◆ **Supplied entries**:
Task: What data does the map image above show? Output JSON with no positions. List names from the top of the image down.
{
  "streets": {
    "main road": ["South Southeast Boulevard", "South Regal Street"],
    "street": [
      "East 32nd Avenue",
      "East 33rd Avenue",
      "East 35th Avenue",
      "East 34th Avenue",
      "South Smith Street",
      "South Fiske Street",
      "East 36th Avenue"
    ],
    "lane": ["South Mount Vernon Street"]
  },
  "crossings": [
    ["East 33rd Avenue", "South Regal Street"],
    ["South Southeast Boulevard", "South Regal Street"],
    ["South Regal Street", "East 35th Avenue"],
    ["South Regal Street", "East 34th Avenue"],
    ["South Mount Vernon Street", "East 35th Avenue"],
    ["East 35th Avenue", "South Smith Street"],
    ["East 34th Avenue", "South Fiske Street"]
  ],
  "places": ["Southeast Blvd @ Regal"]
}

◆ **What you should do**: Extract the full set of entries word for word.

◆ **Exercise solution**:
Task: What data does the map image above show? Output JSON with no positions. List names from the top of the image down.
{
  "streets": {
    "main road": ["South Southeast Boulevard", "South Regal Street"],
    "street": [
      "East 32nd Avenue",
      "East 33rd Avenue",
      "East 35th Avenue",
      "East 34th Avenue",
      "South Smith Street",
      "South Fiske Street",
      "East 36th Avenue"
    ],
    "lane": ["South Mount Vernon Street"]
  },
  "crossings": [
    ["East 33rd Avenue", "South Regal Street"],
    ["South Southeast Boulevard", "South Regal Street"],
    ["South Regal Street", "East 35th Avenue"],
    ["South Regal Street", "East 34th Avenue"],
    ["South Mount Vernon Street", "East 35th Avenue"],
    ["East 35th Avenue", "South Smith Street"],
    ["East 34th Avenue", "South Fiske Street"]
  ],
  "places": ["Southeast Blvd @ Regal"]
}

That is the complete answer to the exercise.